La conquista del desierto blanco

El peor viaje del mundo lo llamó Cherry-Garrard, que lo padeció en sus carnes junto a ese heroico zascandil llamado Scott. Por eso, cuando su adversario Amundsen plantó la enseña noruega sobre el Polo Sur geográfico, se tuvo la certeza de que la gran época de la exploración terrestre había llegado a su cénit. Pero hoy, convertida la ascensión al Everest en una autopista, cuarteada la selva amazónica y hollados los últimos paraísos perdidos de Papua, la travesía de los polos continua siendo el más extremo de los desafíos, el más imprevisible de los periplos.

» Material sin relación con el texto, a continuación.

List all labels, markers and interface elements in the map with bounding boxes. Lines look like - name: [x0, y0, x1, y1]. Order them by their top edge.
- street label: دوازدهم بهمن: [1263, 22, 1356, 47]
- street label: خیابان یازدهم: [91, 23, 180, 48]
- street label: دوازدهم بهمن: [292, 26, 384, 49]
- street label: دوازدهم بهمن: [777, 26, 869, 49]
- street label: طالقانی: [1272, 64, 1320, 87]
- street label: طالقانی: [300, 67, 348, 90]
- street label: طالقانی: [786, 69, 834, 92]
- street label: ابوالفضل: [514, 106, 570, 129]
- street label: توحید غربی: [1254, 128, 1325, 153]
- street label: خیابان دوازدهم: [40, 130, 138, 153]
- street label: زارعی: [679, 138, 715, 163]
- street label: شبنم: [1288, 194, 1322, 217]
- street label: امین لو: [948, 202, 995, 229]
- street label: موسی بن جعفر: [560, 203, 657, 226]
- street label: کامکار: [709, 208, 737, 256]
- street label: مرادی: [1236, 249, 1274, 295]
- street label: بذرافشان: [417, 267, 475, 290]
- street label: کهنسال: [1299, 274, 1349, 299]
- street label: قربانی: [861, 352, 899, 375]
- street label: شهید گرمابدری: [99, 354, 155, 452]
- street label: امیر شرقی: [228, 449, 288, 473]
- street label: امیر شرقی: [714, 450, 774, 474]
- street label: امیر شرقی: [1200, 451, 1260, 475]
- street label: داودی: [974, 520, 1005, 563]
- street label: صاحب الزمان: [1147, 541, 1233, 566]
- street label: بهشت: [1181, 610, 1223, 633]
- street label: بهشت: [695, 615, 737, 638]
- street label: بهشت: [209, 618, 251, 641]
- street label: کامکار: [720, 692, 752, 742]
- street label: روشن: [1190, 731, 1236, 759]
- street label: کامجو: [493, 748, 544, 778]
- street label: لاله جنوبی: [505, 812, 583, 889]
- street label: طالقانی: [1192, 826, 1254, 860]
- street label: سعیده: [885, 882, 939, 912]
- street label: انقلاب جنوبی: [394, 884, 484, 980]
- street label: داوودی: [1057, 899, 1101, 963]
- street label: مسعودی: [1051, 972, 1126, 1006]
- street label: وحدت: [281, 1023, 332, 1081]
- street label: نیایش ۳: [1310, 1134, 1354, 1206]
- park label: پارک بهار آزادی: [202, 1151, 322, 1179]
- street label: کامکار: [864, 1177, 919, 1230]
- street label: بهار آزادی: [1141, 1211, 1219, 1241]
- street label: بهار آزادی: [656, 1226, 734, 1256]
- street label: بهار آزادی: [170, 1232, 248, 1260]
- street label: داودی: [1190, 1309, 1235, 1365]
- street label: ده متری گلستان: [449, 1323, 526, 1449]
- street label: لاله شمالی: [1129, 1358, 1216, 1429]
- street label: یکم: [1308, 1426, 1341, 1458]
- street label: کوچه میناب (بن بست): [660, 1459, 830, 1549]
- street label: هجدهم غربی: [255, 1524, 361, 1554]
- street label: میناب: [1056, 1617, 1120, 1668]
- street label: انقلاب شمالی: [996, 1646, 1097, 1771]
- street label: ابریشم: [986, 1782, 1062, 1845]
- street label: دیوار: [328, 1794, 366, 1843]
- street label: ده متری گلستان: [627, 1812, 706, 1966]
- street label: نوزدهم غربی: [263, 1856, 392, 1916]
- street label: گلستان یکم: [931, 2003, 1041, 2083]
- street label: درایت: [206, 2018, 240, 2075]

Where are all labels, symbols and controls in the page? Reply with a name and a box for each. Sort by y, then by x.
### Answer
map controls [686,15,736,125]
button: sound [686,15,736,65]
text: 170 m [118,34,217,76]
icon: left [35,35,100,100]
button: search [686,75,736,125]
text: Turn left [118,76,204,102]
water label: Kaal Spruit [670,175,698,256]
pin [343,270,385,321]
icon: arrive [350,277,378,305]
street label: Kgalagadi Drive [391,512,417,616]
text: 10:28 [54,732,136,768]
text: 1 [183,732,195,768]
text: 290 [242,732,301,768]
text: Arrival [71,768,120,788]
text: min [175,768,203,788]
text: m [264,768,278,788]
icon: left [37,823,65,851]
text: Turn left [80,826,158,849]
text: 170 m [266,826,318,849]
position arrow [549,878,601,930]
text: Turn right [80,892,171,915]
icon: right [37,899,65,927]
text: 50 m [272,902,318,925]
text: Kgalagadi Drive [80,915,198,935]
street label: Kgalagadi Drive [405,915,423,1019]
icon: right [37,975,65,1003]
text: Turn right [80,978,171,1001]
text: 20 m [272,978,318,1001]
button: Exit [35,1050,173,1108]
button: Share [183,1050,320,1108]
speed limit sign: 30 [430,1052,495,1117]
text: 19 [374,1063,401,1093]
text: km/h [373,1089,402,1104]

Y es que desde la antigüedad casi mitológica la Antártida fue un territorio de confín. Los polinesios otorgan a uno de sus caudillos , Ui-te-Rangiora, la primacía de su exploración hacia el 650 d.C.. Pero correspondería al palentino Gabriel de Castilla el honor de haber avistado antes que nadie su tierra en época moderna, hacia 1605. Una presunción, no obstante, que tardó casi 200 años en ser tomada en consideración. Aún en 1773, cuando Cook alcanzó el círculo antártico, se atribuyó el mérito de ser el primero en hacerlo. Pero aunque convencido de su existencia, jamás llegó a divisar el litoral del continente, envuelto como estaba en la niebla. Habría que esperar al siglo XIX para que se hicieran los primeros reconocimientos de las costas y al siglo XX para que el intrépido Ernest Shackelton se quedara a unas jornadas de alcanzar el lugar por el que se dobla la esfer. Fue finalmente Amundsen quien aprovechó el verano austral de 1912 para culminar con éxito la empresa.

En su minuciosa descripción de esa aventura, Roland Huntford explica que por verano austral hay que entender unas condiciones aterradoras, en medio de las que hubo que vencer “heladas plétoras de grietas” y acarrear durante jornadas de más de nueve horas pesadas cargas por un continente con una altura media de 2000 metros. Tanto es así que, por su chapucera organización e inadecuada preparación, el equipo británico comandado por Scott que acometió el reto en aquel mismo tiempo no sobrevivió para contarlo. “El último lugar de la tierra” es el rotundo título que Huntford dio a su obra.

Porque este infierno blanco, de una belleza desnuda y sobrecogedora, apenas poblada por líquenes, musgos y pingüinos emperadores, sometida a temperaturas medias de -17ºC y con una noche que en su corazón dura seis meses, con vientos máximos registrados en 1972 de 327 km/h y habitada por no más de 1000 personas que residen de forma estable es sus estaciones científicas, posee todavía el paisaje más remoto e insólito que la vista humana pueda contemplar. Por lo menos, mientras se acaban de popularizar las cada vez más abundantes ofertas turísticas que acercan a él.